How long? Some name-brand running models sport laces measuring 15 inches or more extra on each side before the first knot is tied. One reader called to complain that she had just about had it with reminding her teenage son to tie his basketball high-tops. In fact, they were tied -- just not tied enough times. The laces extended 14 inches on each side, and required him to tie each shoe five or six times to keep them from under foot or looking sloppy.
An unscientific survey of the laces in name-brand athletic shoes at metropolitan area shoe stores found that laced, pre-tied lengths on many adult- and child-size shoes (running, basketball, cross-training, etc.) need to be tied minimally two or three times.

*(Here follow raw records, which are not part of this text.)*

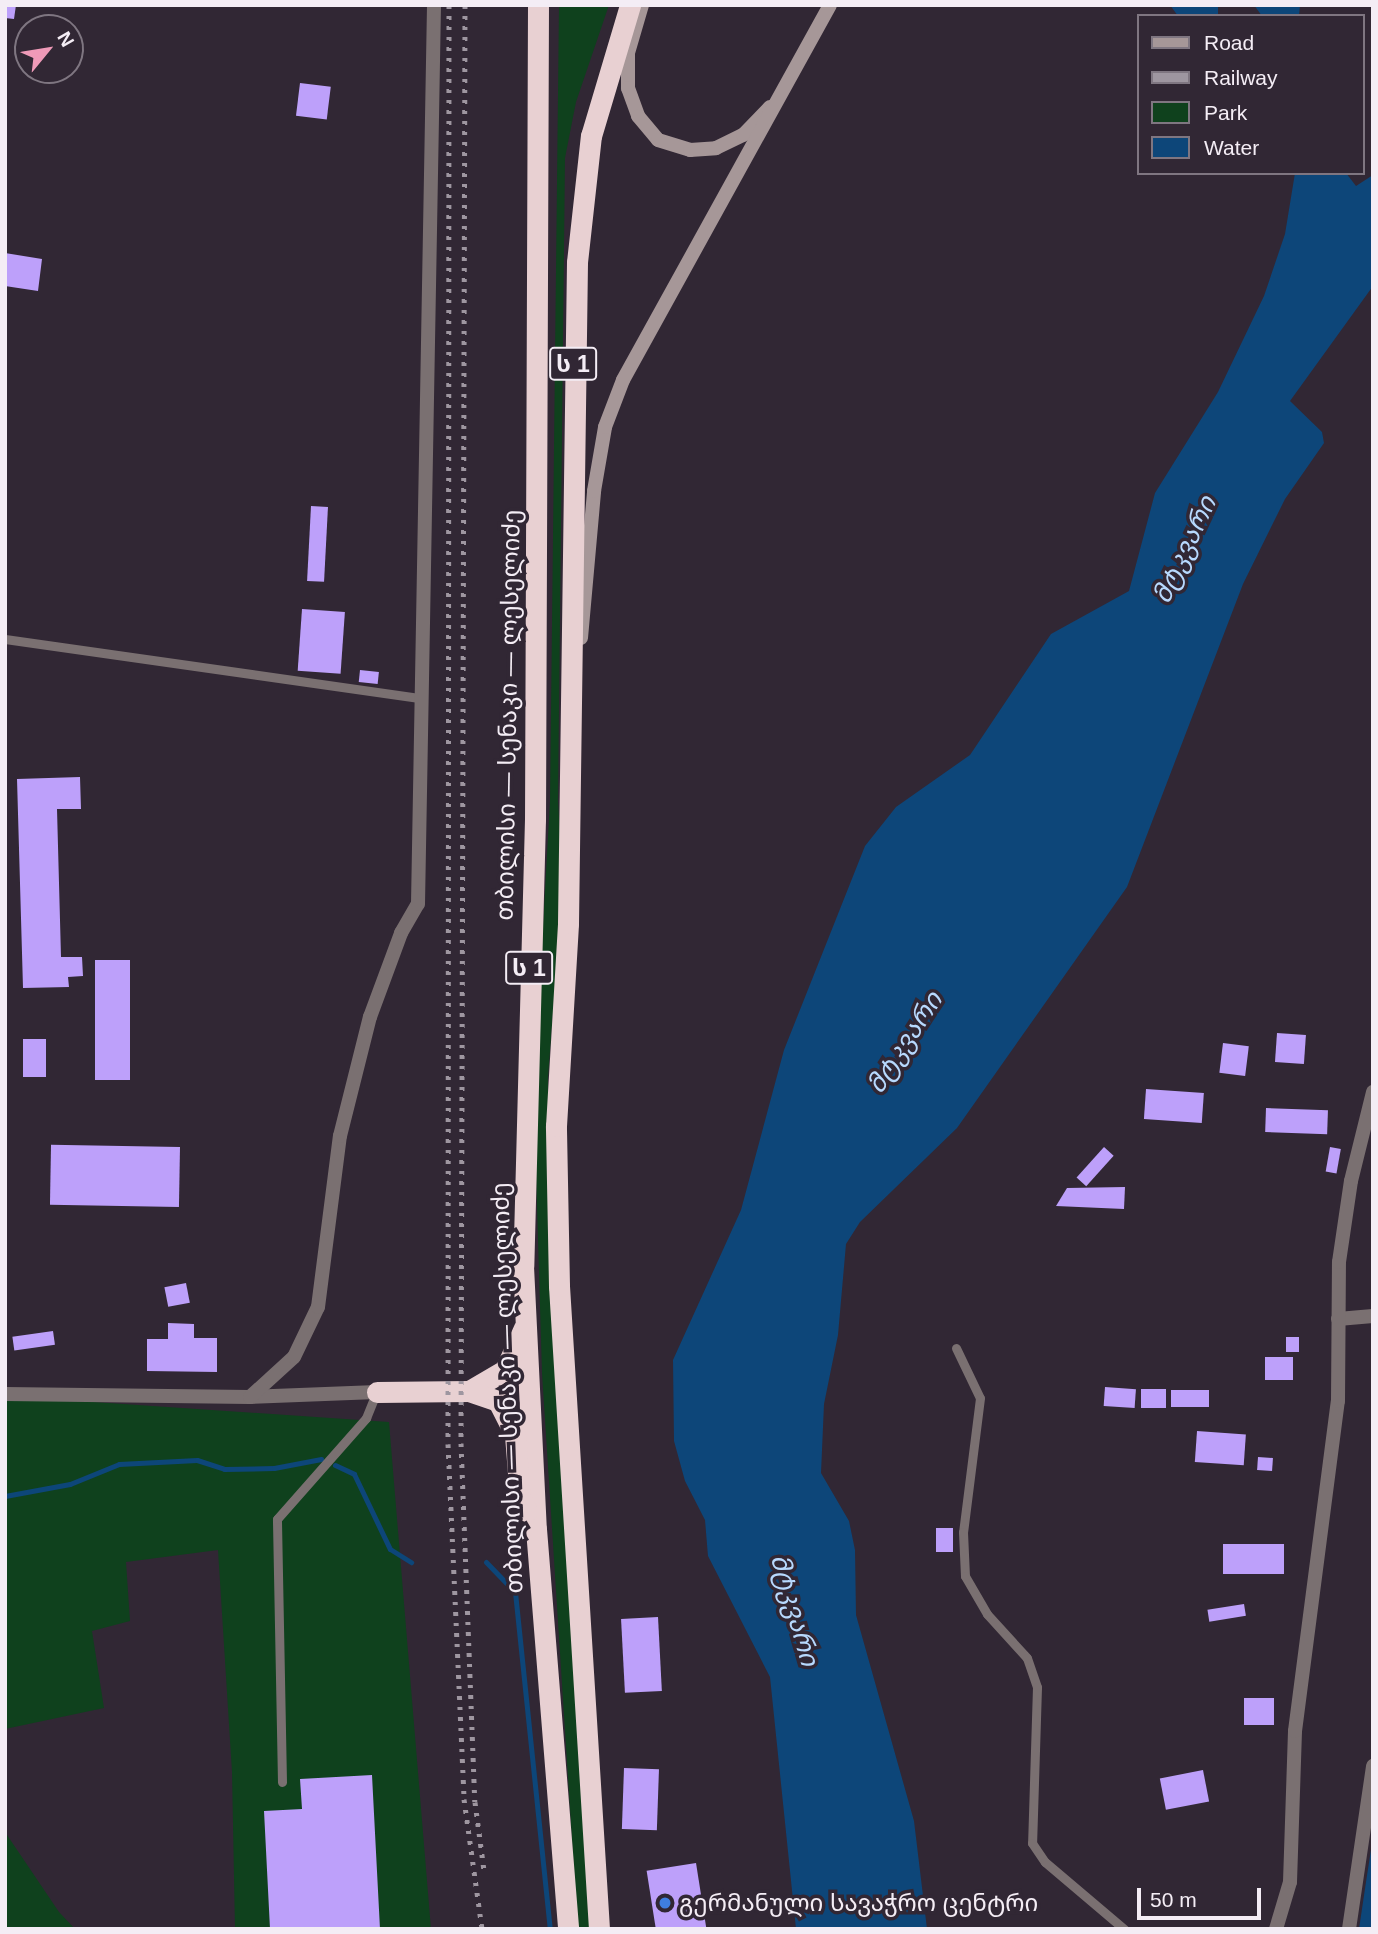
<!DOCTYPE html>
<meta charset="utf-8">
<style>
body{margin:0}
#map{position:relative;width:1378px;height:1934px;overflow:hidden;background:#312734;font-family:Helvetica,"Noto Sans Georgian",sans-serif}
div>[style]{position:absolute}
.green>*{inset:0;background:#0f411d}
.water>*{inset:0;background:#0d4679}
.stream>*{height:5px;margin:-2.5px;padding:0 2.5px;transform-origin:2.5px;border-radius:2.5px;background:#0d4679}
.building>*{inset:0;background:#bda0fa;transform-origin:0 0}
.service>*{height:9px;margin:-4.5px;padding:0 4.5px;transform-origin:4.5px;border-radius:4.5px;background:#7a7071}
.minor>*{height:14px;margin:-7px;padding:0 7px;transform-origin:7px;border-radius:7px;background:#7a7071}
.secondary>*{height:14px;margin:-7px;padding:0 7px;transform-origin:7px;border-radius:7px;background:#a69798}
.motorway>*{height:21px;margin:-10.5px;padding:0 10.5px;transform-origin:10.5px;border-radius:10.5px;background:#e8d0d2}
.rail>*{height:5px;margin-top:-2.5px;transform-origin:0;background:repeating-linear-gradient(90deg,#9e96a0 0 3.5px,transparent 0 10.5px)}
.dots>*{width:19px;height:19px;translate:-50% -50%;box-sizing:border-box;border:4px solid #312734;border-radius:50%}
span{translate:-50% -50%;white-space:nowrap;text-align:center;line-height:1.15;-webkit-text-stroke:7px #312734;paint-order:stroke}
.shield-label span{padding:2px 5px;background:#312734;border:2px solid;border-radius:5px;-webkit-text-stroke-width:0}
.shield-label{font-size:23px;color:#f4edf5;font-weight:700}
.street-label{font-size:24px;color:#f4edf5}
.poi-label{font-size:24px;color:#f4edf5}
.left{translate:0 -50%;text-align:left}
.water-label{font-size:26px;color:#b7d9fe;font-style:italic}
.frame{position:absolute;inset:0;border:7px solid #f4edf5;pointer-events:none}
.legend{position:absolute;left:1137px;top:14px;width:228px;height:161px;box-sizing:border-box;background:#312734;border:2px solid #7f7681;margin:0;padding:9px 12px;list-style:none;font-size:21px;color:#f4edf5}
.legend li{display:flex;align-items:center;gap:14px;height:35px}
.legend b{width:35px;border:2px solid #7f7681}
.north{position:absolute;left:14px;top:14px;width:70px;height:70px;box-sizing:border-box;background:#312734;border:2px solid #7f7681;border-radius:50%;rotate:60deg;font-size:19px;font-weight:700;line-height:28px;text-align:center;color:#f4edf5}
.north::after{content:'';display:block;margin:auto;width:24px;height:32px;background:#ef9ab8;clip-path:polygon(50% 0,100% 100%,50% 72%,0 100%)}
.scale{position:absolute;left:1137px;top:1888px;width:124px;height:32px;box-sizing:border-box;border:4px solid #f4edf5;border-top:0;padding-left:9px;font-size:21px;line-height:24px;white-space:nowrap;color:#f4edf5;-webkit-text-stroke:5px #312734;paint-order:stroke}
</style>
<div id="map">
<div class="green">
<div style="clip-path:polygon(559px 5px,609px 5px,576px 102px,565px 158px,558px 801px,563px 883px,548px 1077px,548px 1173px,590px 1929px,578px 1929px,577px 1917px,542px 1373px,536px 1172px,538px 1016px,550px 801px)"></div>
<div style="clip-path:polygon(5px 1396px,389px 1422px,431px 1929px,235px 1929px,232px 1772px,218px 1550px,126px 1562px,130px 1621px,92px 1631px,104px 1708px,5px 1729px)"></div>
<div style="clip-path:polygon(5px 1832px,59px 1912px,75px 1929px,5px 1929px)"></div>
</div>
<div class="water">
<div style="clip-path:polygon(1170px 5px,1218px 5px,1218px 16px,1178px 16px)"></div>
<div style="clip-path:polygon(1254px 5px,1300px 5px,1299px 16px,1262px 16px)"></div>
<div style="clip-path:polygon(1295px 173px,1346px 173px,1356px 186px,1373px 175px,1373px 286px,1290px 401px,1322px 432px,1324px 443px,1285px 499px,1243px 584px,1127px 887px,957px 1128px,860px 1222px,846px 1244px,838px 1335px,824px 1404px,821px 1473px,849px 1521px,855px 1550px,856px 1615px,914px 1821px,927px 1929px,796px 1929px,770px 1677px,708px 1556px,705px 1520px,685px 1481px,674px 1441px,673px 1360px,741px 1210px,784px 1050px,865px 846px,896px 807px,970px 755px,1051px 634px,1129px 591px,1155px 493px,1218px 392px,1264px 296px,1285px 234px)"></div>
<div style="clip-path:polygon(1373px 1837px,1373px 1929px,1359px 1929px,1366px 1882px)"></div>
</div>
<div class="stream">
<div style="left:335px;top:1465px;width:21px;rotate:25deg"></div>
<div style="left:354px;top:1474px;width:83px;rotate:64.4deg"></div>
<div style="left:390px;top:1549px;width:25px;rotate:32deg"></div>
<div style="left:5px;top:1496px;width:66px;rotate:-10.5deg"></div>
<div style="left:70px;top:1484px;width:53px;rotate:-22.2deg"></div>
<div style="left:119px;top:1464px;width:78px;rotate:-2.9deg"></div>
<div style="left:197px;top:1460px;width:28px;rotate:18deg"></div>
<div style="left:224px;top:1469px;width:50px;rotate:-1.1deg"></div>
<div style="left:274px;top:1468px;width:48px;rotate:-10.8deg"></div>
<div style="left:486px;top:1562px;width:42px;rotate:46deg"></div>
<div style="left:515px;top:1592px;width:339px;rotate:84.1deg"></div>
</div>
<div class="building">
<div style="clip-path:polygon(5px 5px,16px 5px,14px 19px,5px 18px)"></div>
<div style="left:300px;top:83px;width:31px;height:33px;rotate:7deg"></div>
<div style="clip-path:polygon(5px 253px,42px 259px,38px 291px,5px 286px)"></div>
<div style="left:311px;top:506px;width:17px;height:75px;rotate:3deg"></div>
<div style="left:302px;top:609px;width:43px;height:62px;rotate:4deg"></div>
<div style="left:360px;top:670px;width:19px;height:12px;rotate:6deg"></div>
<div style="clip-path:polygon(80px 777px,81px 809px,57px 809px,61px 957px,82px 957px,83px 976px,68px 977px,69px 987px,23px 988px,17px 779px)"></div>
<div style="left:130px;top:960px;width:120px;height:35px;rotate:90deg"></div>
<div style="left:1277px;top:1033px;width:29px;height:29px;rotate:4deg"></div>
<div style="left:23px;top:1039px;width:23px;height:38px"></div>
<div style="left:1223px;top:1043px;width:26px;height:30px;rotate:7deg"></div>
<div style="left:1146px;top:1089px;width:58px;height:30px;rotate:4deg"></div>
<div style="left:1266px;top:1108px;width:62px;height:24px;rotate:2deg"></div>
<div style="left:180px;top:1147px;width:60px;height:129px;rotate:91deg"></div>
<div style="left:1104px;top:1147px;width:13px;height:41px;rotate:42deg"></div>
<div style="left:1330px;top:1147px;width:11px;height:25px;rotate:10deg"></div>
<div style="clip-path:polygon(1125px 1187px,1124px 1209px,1056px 1206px,1067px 1188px)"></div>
<div style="left:186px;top:1283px;width:20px;height:22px;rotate:79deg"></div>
<div style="clip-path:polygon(168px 1323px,194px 1324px,194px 1338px,217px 1338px,217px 1372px,147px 1371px,147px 1339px,168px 1339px)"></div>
<div style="left:53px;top:1331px;width:14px;height:41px;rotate:82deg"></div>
<div style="left:1286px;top:1337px;width:13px;height:15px"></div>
<div style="left:1265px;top:1357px;width:28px;height:23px"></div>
<div style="left:1105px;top:1387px;width:31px;height:19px;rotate:4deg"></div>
<div style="left:1141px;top:1389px;width:25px;height:19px"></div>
<div style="left:1209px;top:1390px;width:17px;height:38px;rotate:90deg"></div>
<div style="left:1197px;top:1431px;width:49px;height:31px;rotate:4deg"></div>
<div style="left:1258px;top:1457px;width:15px;height:13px;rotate:4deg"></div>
<div style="left:936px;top:1528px;width:17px;height:24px"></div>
<div style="left:1223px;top:1544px;width:61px;height:30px"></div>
<div style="left:1244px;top:1604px;width:12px;height:37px;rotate:81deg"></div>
<div style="left:658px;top:1617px;width:74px;height:37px;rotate:87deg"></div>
<div style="left:1244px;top:1698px;width:30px;height:27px"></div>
<div style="left:624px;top:1768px;width:35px;height:61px;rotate:2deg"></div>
<div style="left:1203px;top:1770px;width:32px;height:44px;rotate:79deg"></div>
<div style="clip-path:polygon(372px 1775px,380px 1929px,270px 1929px,264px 1811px,302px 1809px,300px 1779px)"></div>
<div style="left:696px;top:1863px;width:67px;height:50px;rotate:81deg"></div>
</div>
<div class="service">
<div style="left:5px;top:639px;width:420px;rotate:8.1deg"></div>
<div style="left:956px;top:1348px;width:55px;rotate:64.4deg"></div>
<div style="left:980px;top:1398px;width:135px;rotate:97.2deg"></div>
<div style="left:963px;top:1532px;width:44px;rotate:87.4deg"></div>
<div style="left:965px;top:1576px;width:44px;rotate:59.9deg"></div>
<div style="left:987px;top:1614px;width:59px;rotate:47.7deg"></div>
<div style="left:1027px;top:1658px;width:31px;rotate:71deg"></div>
<div style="left:1037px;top:1687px;width:156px;rotate:91.8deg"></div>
<div style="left:1032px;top:1843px;width:23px;rotate:56deg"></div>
<div style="left:1045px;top:1862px;width:104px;rotate:40.3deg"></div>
<div style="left:282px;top:1782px;width:263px;rotate:-91.1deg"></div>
<div style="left:277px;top:1519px;width:135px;rotate:-48.6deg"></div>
<div style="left:366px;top:1418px;width:27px;rotate:-68deg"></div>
</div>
<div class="minor">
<div style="left:1338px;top:1319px;width:35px;rotate:-5deg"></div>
<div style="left:5px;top:1394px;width:245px;rotate:0.7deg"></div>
<div style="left:250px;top:1397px;width:127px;rotate:-2.3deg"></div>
<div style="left:250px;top:1397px;width:59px;rotate:-42.3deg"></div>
<div style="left:294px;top:1357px;width:55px;rotate:-64.4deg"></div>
<div style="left:318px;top:1307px;width:172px;rotate:-82.7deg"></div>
<div style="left:340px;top:1136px;width:123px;rotate:-75.9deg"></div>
<div style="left:370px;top:1017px;width:90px;rotate:-69.7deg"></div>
<div style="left:401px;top:933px;width:34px;rotate:-60deg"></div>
<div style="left:418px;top:904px;width:899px;rotate:-88.98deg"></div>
<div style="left:1276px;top:1929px;width:49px;rotate:-73.4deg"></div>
<div style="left:1290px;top:1882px;width:151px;rotate:-88.1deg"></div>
<div style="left:1295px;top:1731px;width:333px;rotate:-82.6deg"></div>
<div style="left:1338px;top:1401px;width:139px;rotate:-89.6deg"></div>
<div style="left:1339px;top:1262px;width:82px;rotate:-81.6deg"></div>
<div style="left:1351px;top:1181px;width:92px;rotate:-76.1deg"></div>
<div style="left:1349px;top:1929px;width:165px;rotate:-81.6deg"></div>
</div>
<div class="secondary">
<div style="left:642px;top:5px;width:50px;rotate:106.3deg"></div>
<div style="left:628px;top:53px;width:35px;rotate:90deg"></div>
<div style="left:628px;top:88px;width:30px;rotate:70deg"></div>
<div style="left:638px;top:116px;width:31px;rotate:50deg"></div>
<div style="left:658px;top:140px;width:34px;rotate:17deg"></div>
<div style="left:690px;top:150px;width:26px;rotate:-4deg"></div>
<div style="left:716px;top:148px;width:30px;rotate:-26deg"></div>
<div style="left:743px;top:135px;width:39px;rotate:-46deg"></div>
<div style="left:581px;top:638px;width:148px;rotate:-84.9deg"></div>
<div style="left:594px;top:491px;width:65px;rotate:-80.2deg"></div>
<div style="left:605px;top:427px;width:50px;rotate:-69deg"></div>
<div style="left:623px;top:380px;width:428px;rotate:-61.1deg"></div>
</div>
<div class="motorway">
<div style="left:538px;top:5px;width:814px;rotate:90.21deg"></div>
<div style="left:535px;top:819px;width:447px;rotate:91.5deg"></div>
<div style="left:523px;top:1266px;width:263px;rotate:87.2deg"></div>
<div style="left:536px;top:1529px;width:401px;rotate:85.4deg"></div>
<div style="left:469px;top:1391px;width:42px;rotate:-30.3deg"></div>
<div style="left:505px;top:1370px;width:46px;rotate:-65.7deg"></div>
<div style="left:377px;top:1392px;width:92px;rotate:-0.6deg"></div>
<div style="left:469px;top:1391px;width:31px;rotate:19deg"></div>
<div style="left:498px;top:1401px;width:38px;rotate:63deg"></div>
<div style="left:515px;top:1435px;width:63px;rotate:85.5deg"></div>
<div style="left:520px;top:1498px;width:15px;rotate:62deg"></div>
<div style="left:599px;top:1929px;width:644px;rotate:-93.56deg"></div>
<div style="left:559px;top:1286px;width:160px;rotate:-91.1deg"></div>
<div style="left:556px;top:1126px;width:203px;rotate:-86.6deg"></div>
<div style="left:568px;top:923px;width:661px;rotate:-89.22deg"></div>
<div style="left:577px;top:262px;width:127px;rotate:-83.7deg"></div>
<div style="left:591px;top:136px;width:137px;rotate:-73.4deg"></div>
</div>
<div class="rail">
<div style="left:449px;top:5px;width:1439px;rotate:90.04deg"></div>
<div style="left:448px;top:1444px;width:355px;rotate:87.4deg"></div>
<div style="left:464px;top:1799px;width:131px;rotate:82.1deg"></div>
<div style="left:465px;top:5px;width:1438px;rotate:90.16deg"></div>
<div style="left:461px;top:1443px;width:359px;rotate:87.8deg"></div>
<div style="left:475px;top:1802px;width:69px;rotate:82.5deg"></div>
</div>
<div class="dots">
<div style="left:665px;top:1903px;background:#3f7fe0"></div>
</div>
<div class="shield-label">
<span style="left:573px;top:364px">ს 1</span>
<span style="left:529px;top:968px">ს 1</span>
</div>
<div class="street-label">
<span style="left:508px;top:715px;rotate:-89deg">თბილისი — სენაკი — ლესელიძე</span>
<span style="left:507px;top:1388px;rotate:-92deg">თბილისი — სენაკი — ლესელიძე</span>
</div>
<div class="poi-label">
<span class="left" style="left:679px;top:1903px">გერმანული სავაჭრო ცენტრი</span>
</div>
<div class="water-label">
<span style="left:1185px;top:550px;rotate:-65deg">მტკვარი</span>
<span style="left:905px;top:1043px;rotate:-57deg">მტკვარი</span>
<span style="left:794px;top:1610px;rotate:74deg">მტკვარი</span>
</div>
<div class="frame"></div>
<ul class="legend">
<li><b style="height:9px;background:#a69798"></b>Road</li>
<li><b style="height:9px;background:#9e96a0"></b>Railway</li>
<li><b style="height:19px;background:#0f411d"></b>Park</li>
<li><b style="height:19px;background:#0d4679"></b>Water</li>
</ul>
<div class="north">N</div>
<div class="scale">50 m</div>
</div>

Why the extra-long laces? Nike spokeswoman Kathryn Reith asked one of the company's shoe designers. She reports there are two answers:
"One is that, depending on the model shoe, there may actually be several different possible lacing patterns," explains Reith. "There are sometimes additional holes farther up toward the ankle which some people may or may not use. The extra little holes may not be totally obvious.
"So you have to have laces long enough for the lacing pattern using the most holes. If you use the least-holes lacing pattern, the shoe strings are way too long."
The in-the-loop rationale for multiple lacing patterns is that they provide a snugger fit in different areas of the shoe depending on the needs of the individual foot and the specific sport. Alternative lacing patterns in basketball shoes, for instance, are designed to give more stability around the upper part of the foot.
Reith's other explanation for the lace length? "Occasionally you might have the factory that just doesn't follow the plan exactly or generally screws up, but you don't want to send back 3 million shoes just because the shoestrings are too long."
Reith adds that it isn't Nike's intention that customers have to tie its shoes four or five times. "Runners tend to double-tie their shoes, so we want to make sure they are able to do that," she says. "Generally on men's shoes, we leave about 10 inches extra on each side. That's the standard."